What strategies does Buy Then Build recommend for finding acquisition opportunities?
- Networking with Brokers: Building relationships with brokers helps tap into deal flow before public listings.
- Direct Outreach: Reaching out to business owners directly can uncover hidden opportunities.
- Utilizing Online Resources: Online listings are valuable for initial research, but should not be solely relied upon.
What are the financial considerations when acquiring a business as per Buy Then Build?
- Leverage and Financing: Using leverage can enhance return on investment, but associated risks must be managed.
- Understanding Cash Flow: Evaluating cash flow is crucial for determining debt serviceability and returns.
- Budgeting for Expenses: Accounting for all potential expenses, including closing costs, is essential for successful transactions.
What mindset shifts does Buy Then Build advocate for aspiring entrepreneurs?

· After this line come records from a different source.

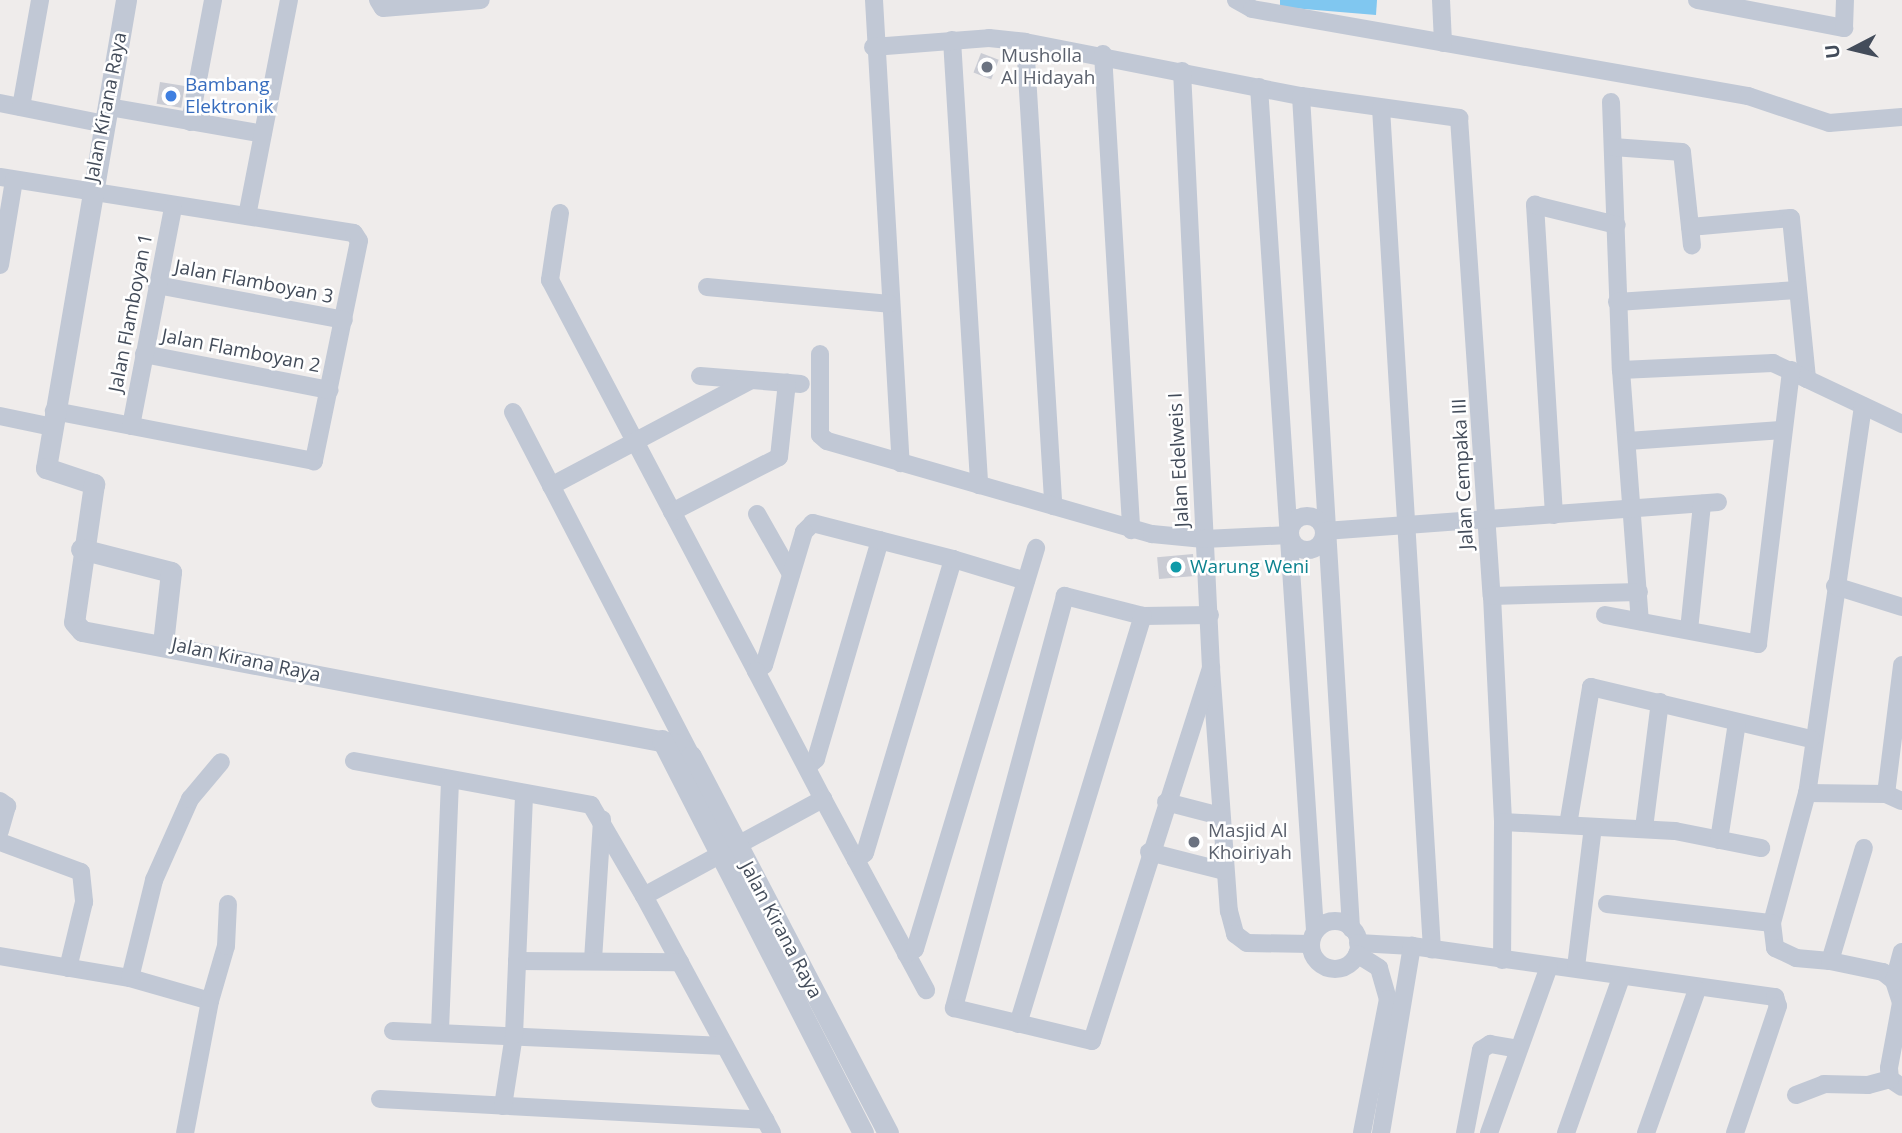 <!DOCTYPE html>
<style>
body{margin:0}
#map{position:relative;width:1902px;height:1133px;overflow:hidden;background:#efeceb;font-family:"Open Sans",sans-serif}
div>[style]{position:absolute}
.water>*{inset:0;background:#80c7f0}
.building>*{inset:0;background:#caccd4;transform-origin:0 0}
.minor>*{height:18px;margin:-9px;padding:0 9px;transform-origin:9px;border-radius:9px;background:#c1c8d5}
.minor>.ring{margin:-9px;padding:0;box-sizing:content-box;background:none;border:18px solid #c1c8d5;border-radius:50%}
.tertiary>*{height:21px;margin:-10.5px;padding:0 10.5px;transform-origin:10.5px;border-radius:10.5px;background:#c1c8d5}
.dots>*{width:19px;height:19px;translate:-50% -50%;box-sizing:border-box;border:4px solid #fff;border-radius:50%}
span{translate:-50% -50%;white-space:nowrap;text-align:center;line-height:1.15;-webkit-text-stroke:5px #fff;paint-order:stroke}
.worship-label{font-size:19px;color:#5b616d}
.left{translate:0 -50%;text-align:left}
.shop-label{font-size:19px;color:#366cbe}
.street-label{font-size:19px;color:#434c5a}
.culture-label{font-size:19px;color:#0d838f}
.north{position:absolute;left:1818px;top:14px;width:70px;height:70px;-webkit-text-stroke:5px #fff;paint-order:stroke;rotate:263deg;font-size:19px;font-weight:700;line-height:28px;text-align:center;color:#434c5a}
.north::after{content:'';display:block;margin:auto;width:24px;height:32px;background:#434c5a;clip-path:polygon(50% 0,100% 100%,50% 72%,0 100%)}
</style>
<div id="map">
<div class="water">
<div style="clip-path:polygon(1280px 0,1377px 0,1376px 15px,1280px 7px)"></div>
</div>
<div class="building">
<div style="left:981px;top:53px;width:19px;height:21px;rotate:21deg"></div>
<div style="left:160px;top:82px;width:25px;height:22px;rotate:9deg"></div>
<div style="left:1193px;top:554px;width:22px;height:36px;rotate:85deg"></div>
</div>
<div class="minor">
<div style="left:378px;top:0;width:9px;rotate:58deg"></div>
<div style="left:383px;top:8px;width:98px;rotate:-4.7deg"></div>
<div style="left:874px;top:0;width:464px;rotate:86.7deg"></div>
<div style="left:1236px;top:0;width:18px;rotate:29deg"></div>
<div style="left:1252px;top:9px;width:504px;rotate:9.95deg"></div>
<div style="left:1748px;top:96px;width:85px;rotate:18.4deg"></div>
<div style="left:1829px;top:123px;width:73px;rotate:-4.7deg"></div>
<div style="left:1441px;top:0;width:43px;rotate:87.3deg"></div>
<div style="left:1697px;top:0;width:150px;rotate:10.8deg"></div>
<div style="left:1844px;top:28px;width:28px;rotate:-88deg"></div>
<div style="left:952px;top:40px;width:446px;rotate:86.5deg"></div>
<div style="left:1025px;top:42px;width:465px;rotate:86.5deg"></div>
<div style="left:873px;top:47px;width:116px;rotate:-4.4deg"></div>
<div style="left:989px;top:38px;width:36px;rotate:6deg"></div>
<div style="left:1025px;top:42px;width:281px;rotate:11.1deg"></div>
<div style="left:1301px;top:96px;width:160px;rotate:7.9deg"></div>
<div style="left:1459px;top:118px;width:479px;rotate:86.1deg"></div>
<div style="left:1492px;top:596px;width:226px;rotate:87.2deg"></div>
<div style="left:1503px;top:822px;width:138px;rotate:90.4deg"></div>
<div style="left:1103px;top:54px;width:477px;rotate:86.6deg"></div>
<div style="left:1182px;top:71px;width:598px;rotate:87.22deg"></div>
<div style="left:1211px;top:668px;width:244px;rotate:85.8deg"></div>
<div style="left:1229px;top:911px;width:24px;rotate:75deg"></div>
<div style="left:1235px;top:934px;width:15px;rotate:37deg"></div>
<div style="left:1247px;top:943px;width:64px;rotate:0.9deg"></div>
<div style="left:1259px;top:87px;width:846px;rotate:86.2deg"></div>
<div style="left:1301px;top:96px;width:834px;rotate:86.56deg"></div>
<div style="left:1611px;top:102px;width:268px;rotate:87.9deg"></div>
<div style="left:1621px;top:370px;width:252px;rotate:85.7deg"></div>
<div style="left:0;top:103px;width:107px;rotate:11.3deg"></div>
<div style="left:21px;top:107px;width:109px;rotate:-79.9deg"></div>
<div style="left:109px;top:107px;width:156px;rotate:9.9deg"></div>
<div style="left:1381px;top:108px;width:843px;rotate:86.53deg"></div>
<div style="left:190px;top:122px;width:124px;rotate:-79.3deg"></div>
<div style="left:1613px;top:147px;width:69px;rotate:4.1deg"></div>
<div style="left:1682px;top:152px;width:94px;rotate:83.9deg"></div>
<div style="left:0;top:177px;width:358px;rotate:9deg"></div>
<div style="left:354px;top:233px;width:9px;rotate:58deg"></div>
<div style="left:359px;top:241px;width:225px;rotate:101.6deg"></div>
<div style="left:314px;top:461px;width:265px;rotate:-169.1deg"></div>
<div style="left:560px;top:213px;width:68px;rotate:98.5deg"></div>
<div style="left:550px;top:280px;width:442px;rotate:62.2deg"></div>
<div style="left:247px;top:216px;width:220px;rotate:-79deg"></div>
<div style="left:1690px;top:227px;width:101px;rotate:-5.1deg"></div>
<div style="left:1791px;top:218px;width:162px;rotate:84.3deg"></div>
<div style="left:0;top:265px;width:86px;rotate:-80.6deg"></div>
<div style="left:157px;top:285px;width:190px;rotate:10.6deg"></div>
<div style="left:707px;top:287px;width:183px;rotate:5.3deg"></div>
<div style="left:1617px;top:302px;width:181px;rotate:-3.8deg"></div>
<div style="left:144px;top:354px;width:189px;rotate:11deg"></div>
<div style="left:820px;top:354px;width:81px;rotate:90deg"></div>
<div style="left:820px;top:435px;width:9px;rotate:41deg"></div>
<div style="left:827px;top:441px;width:338px;rotate:16deg"></div>
<div style="left:1152px;top:534px;width:52px;rotate:5.5deg"></div>
<div style="left:1204px;top:539px;width:85px;rotate:-2.7deg"></div>
<div style="left:1621px;top:370px;width:152px;rotate:-2.6deg"></div>
<div style="left:1773px;top:363px;width:143px;rotate:25.3deg"></div>
<div style="left:700px;top:376px;width:101px;rotate:4.5deg"></div>
<div style="left:1863px;top:406px;width:391px;rotate:98.2deg"></div>
<div style="left:1807px;top:793px;width:135px;rotate:105.1deg"></div>
<div style="left:1772px;top:923px;width:25px;rotate:83deg"></div>
<div style="left:1775px;top:948px;width:23px;rotate:25deg"></div>
<div style="left:1796px;top:958px;width:34px;rotate:5deg"></div>
<div style="left:1830px;top:961px;width:118px;rotate:-73.3deg"></div>
<div style="left:513px;top:412px;width:387px;rotate:62.6deg"></div>
<div style="left:0;top:416px;width:53px;rotate:11.9deg"></div>
<div style="left:131px;top:426px;width:222px;rotate:-79.1deg"></div>
<div style="left:1628px;top:441px;width:154px;rotate:-4.1deg"></div>
<div style="left:551px;top:486px;width:226px;rotate:-27.9deg"></div>
<div style="left:672px;top:512px;width:120px;rotate:-27.2deg"></div>
<div style="left:779px;top:457px;width:75px;rotate:-83.9deg"></div>
<div style="left:757px;top:514px;width:69px;rotate:60.5deg"></div>
<div style="left:1554px;top:515px;width:311px;rotate:-93.5deg"></div>
<div style="left:1535px;top:205px;width:84px;rotate:13.7deg"></div>
<div class="ring" style="left:1290px;top:516px;width:16px;height:16px"></div>
<div style="left:1325px;top:531px;width:394px;rotate:-4.2deg"></div>
<div style="left:953px;top:559px;width:76px;rotate:16.8deg"></div>
<div style="left:1835px;top:586px;width:70px;rotate:17.4deg"></div>
<div style="left:1492px;top:596px;width:147px;rotate:-1.6deg"></div>
<div style="left:1210px;top:615px;width:67px;rotate:179.1deg"></div>
<div style="left:1143px;top:616px;width:81px;rotate:-165.6deg"></div>
<div style="left:1065px;top:596px;width:427px;rotate:105.1deg"></div>
<div style="left:954px;top:1008px;width:142px;rotate:13.4deg"></div>
<div style="left:1092px;top:1041px;width:392px;rotate:-72.3deg"></div>
<div style="left:1605px;top:615px;width:156px;rotate:10.7deg"></div>
<div style="left:1758px;top:644px;width:276px;rotate:-83.1deg"></div>
<div style="left:1689px;top:630px;width:127px;rotate:-84.1deg"></div>
<div style="left:354px;top:761px;width:241px;rotate:10.5deg"></div>
<div style="left:591px;top:805px;width:105px;rotate:59.8deg"></div>
<div style="left:644px;top:896px;width:204px;rotate:-28.5deg"></div>
<div style="left:807px;top:767px;width:12px;rotate:-42deg"></div>
<div style="left:816px;top:759px;width:228px;rotate:-73.7deg"></div>
<div style="left:1807px;top:793px;width:79px;rotate:0.7deg"></div>
<div style="left:1886px;top:794px;width:17px;rotate:24deg"></div>
<div style="left:1886px;top:794px;width:130px;rotate:-82.9deg"></div>
<div style="left:0;top:801px;width:9px;rotate:36deg"></div>
<div style="left:7px;top:806px;width:26px;rotate:106deg"></div>
<div style="left:1166px;top:802px;width:56px;rotate:14.5deg"></div>
<div style="left:1503px;top:822px;width:172px;rotate:3deg"></div>
<div style="left:1675px;top:831px;width:88px;rotate:11.2deg"></div>
<div style="left:1568px;top:825px;width:140px;rotate:-80.5deg"></div>
<div style="left:1591px;top:687px;width:226px;rotate:13.3deg"></div>
<div style="left:1644px;top:828px;width:127px;rotate:-82.8deg"></div>
<div style="left:1719px;top:840px;width:119px;rotate:-81.3deg"></div>
<div style="left:0;top:842px;width:86px;rotate:20.3deg"></div>
<div style="left:81px;top:872px;width:30px;rotate:84deg"></div>
<div style="left:84px;top:902px;width:68px;rotate:103.6deg"></div>
<div style="left:1149px;top:852px;width:77px;rotate:14.2deg"></div>
<div style="left:856px;top:860px;width:11px;rotate:-38deg"></div>
<div style="left:865px;top:853px;width:307px;rotate:-73.3deg"></div>
<div style="left:953px;top:559px;width:145px;rotate:-165.6deg"></div>
<div style="left:813px;top:523px;width:13px;rotate:135deg"></div>
<div style="left:804px;top:532px;width:139px;rotate:106.7deg"></div>
<div style="left:764px;top:665px;width:10px;rotate:143deg"></div>
<div style="left:756px;top:671px;width:144px;rotate:62.4deg"></div>
<div style="left:823px;top:799px;width:69px;rotate:61.6deg"></div>
<div style="left:856px;top:860px;width:148px;rotate:61.7deg"></div>
<div style="left:644px;top:896px;width:269px;rotate:61.6deg"></div>
<div style="left:1607px;top:904px;width:166px;rotate:6.6deg"></div>
<div class="ring" style="left:1311px;top:921px;width:30px;height:30px"></div>
<div style="left:1358px;top:943px;width:54px;rotate:3.2deg"></div>
<div style="left:1412px;top:946px;width:367px;rotate:8deg"></div>
<div style="left:1775px;top:997px;width:9px;rotate:72deg"></div>
<div style="left:1778px;top:1006px;width:134px;rotate:108.7deg"></div>
<div style="left:906px;top:954px;width:10px;rotate:-29deg"></div>
<div style="left:915px;top:949px;width:419px;rotate:-73.2deg"></div>
<div style="left:1357px;top:954px;width:26px;rotate:32deg"></div>
<div style="left:1379px;top:968px;width:32px;rotate:74deg"></div>
<div style="left:1388px;top:999px;width:136px;rotate:101deg"></div>
<div style="left:0;top:956px;width:132px;rotate:9.6deg"></div>
<div style="left:130px;top:978px;width:83px;rotate:16deg"></div>
<div style="left:210px;top:1001px;width:134px;rotate:100.7deg"></div>
<div style="left:593px;top:960px;width:141px;rotate:-86.3deg"></div>
<div style="left:517px;top:961px;width:163px;rotate:0.4deg"></div>
<div style="left:1830px;top:961px;width:54px;rotate:11.7deg"></div>
<div style="left:1883px;top:972px;width:14px;rotate:39deg"></div>
<div style="left:1894px;top:981px;width:23px;rotate:72deg"></div>
<div style="left:1901px;top:1003px;width:66px;rotate:100.5deg"></div>
<div style="left:1889px;top:1068px;width:11px;rotate:85deg"></div>
<div style="left:1890px;top:1079px;width:14px;rotate:34deg"></div>
<div style="left:1576px;top:967px;width:141px;rotate:-83.1deg"></div>
<div style="left:130px;top:978px;width:101px;rotate:-76.2deg"></div>
<div style="left:154px;top:880px;width:89px;rotate:-66deg"></div>
<div style="left:190px;top:799px;width:48px;rotate:-50deg"></div>
<div style="left:1894px;top:981px;width:30px;rotate:-75deg"></div>
<div style="left:210px;top:1001px;width:57px;rotate:-73.8deg"></div>
<div style="left:226px;top:946px;width:42px;rotate:-87.3deg"></div>
<div style="left:1018px;top:1024px;width:427px;rotate:-73deg"></div>
<div style="left:440px;top:1030px;width:250px;rotate:-87.7deg"></div>
<div style="left:393px;top:1031px;width:332px;rotate:2.6deg"></div>
<div style="left:1796px;top:1095px;width:30px;rotate:-21deg"></div>
<div style="left:1824px;top:1084px;width:44px;rotate:1.3deg"></div>
<div style="left:1868px;top:1085px;width:23px;rotate:-15deg"></div>
<div style="left:380px;top:1099px;width:386px;rotate:3.1deg"></div>
<div style="left:503px;top:1106px;width:72px;rotate:-81.2deg"></div>
<div style="left:514px;top:1035px;width:242px;rotate:-87.6deg"></div>
<div style="left:1381px;top:1133px;width:190px;rotate:-80.6deg"></div>
<div style="left:1465px;top:1133px;width:85px;rotate:-79.1deg"></div>
<div style="left:1481px;top:1050px;width:11px;rotate:-34deg"></div>
<div style="left:1490px;top:1044px;width:27px;rotate:10deg"></div>
<div style="left:1489px;top:1133px;width:177px;rotate:-70.2deg"></div>
<div style="left:1566px;top:1133px;width:164px;rotate:-70.5deg"></div>
<div style="left:1646px;top:1133px;width:152px;rotate:-70.4deg"></div>
</div>
<div class="tertiary">
<div style="left:126px;top:0;width:475px;rotate:99.7deg"></div>
<div style="left:46px;top:468px;width:51px;rotate:18.4deg"></div>
<div style="left:94px;top:484px;width:139px;rotate:98.2deg"></div>
<div style="left:74px;top:622px;width:12px;rotate:48deg"></div>
<div style="left:82px;top:631px;width:605px;rotate:10.77deg"></div>
<div style="left:676px;top:744px;width:19px;rotate:39deg"></div>
<div style="left:691px;top:756px;width:425px;rotate:62.4deg"></div>
<div style="left:81px;top:549px;width:93px;rotate:14.3deg"></div>
<div style="left:171px;top:572px;width:71px;rotate:96.4deg"></div>
<div style="left:662px;top:740px;width:441px;rotate:62.9deg"></div>
</div>
<div class="dots">
<div style="left:987px;top:67px;background:#6b7280"></div>
<div style="left:171px;top:96px;background:#3f7fe0"></div>
<div style="left:1176px;top:567px;background:#0f9aa8"></div>
<div style="left:1194px;top:842px;background:#6b7280"></div>
</div>
<div class="worship-label">
<span class="left" style="left:1001px;top:67px">Musholla<br>Al Hidayah</span>
<span class="left" style="left:1208px;top:842px">Masjid Al<br>Khoiriyah</span>
</div>
<div class="shop-label">
<span class="left" style="left:185px;top:96px">Bambang<br>Elektronik</span>
</div>
<div class="street-label">
<span style="left:106px;top:107px;rotate:-79deg">Jalan Kirana Raya</span>
<span style="left:254px;top:282px;rotate:11deg">Jalan Flamboyan 3</span>
<span style="left:131px;top:313px;rotate:-79deg">Jalan Flamboyan 1</span>
<span style="left:241px;top:351px;rotate:11deg">Jalan Flamboyan 2</span>
<span style="left:1179px;top:460px;rotate:-93deg">Jalan Edelweis I</span>
<span style="left:1463px;top:474px;rotate:-93deg">Jalan Cempaka III</span>
<span style="left:246px;top:660px;rotate:12deg">Jalan Kirana Raya</span>
<span style="left:781px;top:930px;rotate:62deg">Jalan Kirana Raya</span>
</div>
<div class="culture-label">
<span class="left" style="left:1190px;top:567px">Warung Weni</span>
</div>
<div class="north">U</div>
</div>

- From Startup to Acquisition: Shifting focus from starting new businesses to acquiring existing ones opens new opportunities.
- Embracing a Growth Mindset: Viewing challenges as learning opportunities is crucial for navigating acquisition complexities.
- Commitment to Action: Proactive action and urgency in the acquisition process are necessary for seizing opportunities.
What is the role of due diligence in the acquisition process according to Buy Then Build?
- Verification of Information: Due diligence involves verifying financial, legal, and operational information for accuracy.
- Identifying Risks: It helps uncover potential risks or liabilities, crucial for informed decision-making.
- Comprehensive Understanding: Due diligence covers legal, financial, and operational aspects for a thorough business assessment.
What are the best quotes from Buy Then Build and what do they mean?
- “To hell with circumstances; I create opportunities.”: This quote by Bruce Lee emphasizes a proactive mindset in entrepreneurship, encouraging control over circumstances.
- “Results are gained by exploiting opportunities, not by solving problems.”: Focus on growth and potential rather than merely addressing issues for successful entrepreneurship.
- “The difference between ordinary and extraordinary is that little extra.”: Small, additional efforts can lead to significant outcomes in business and life.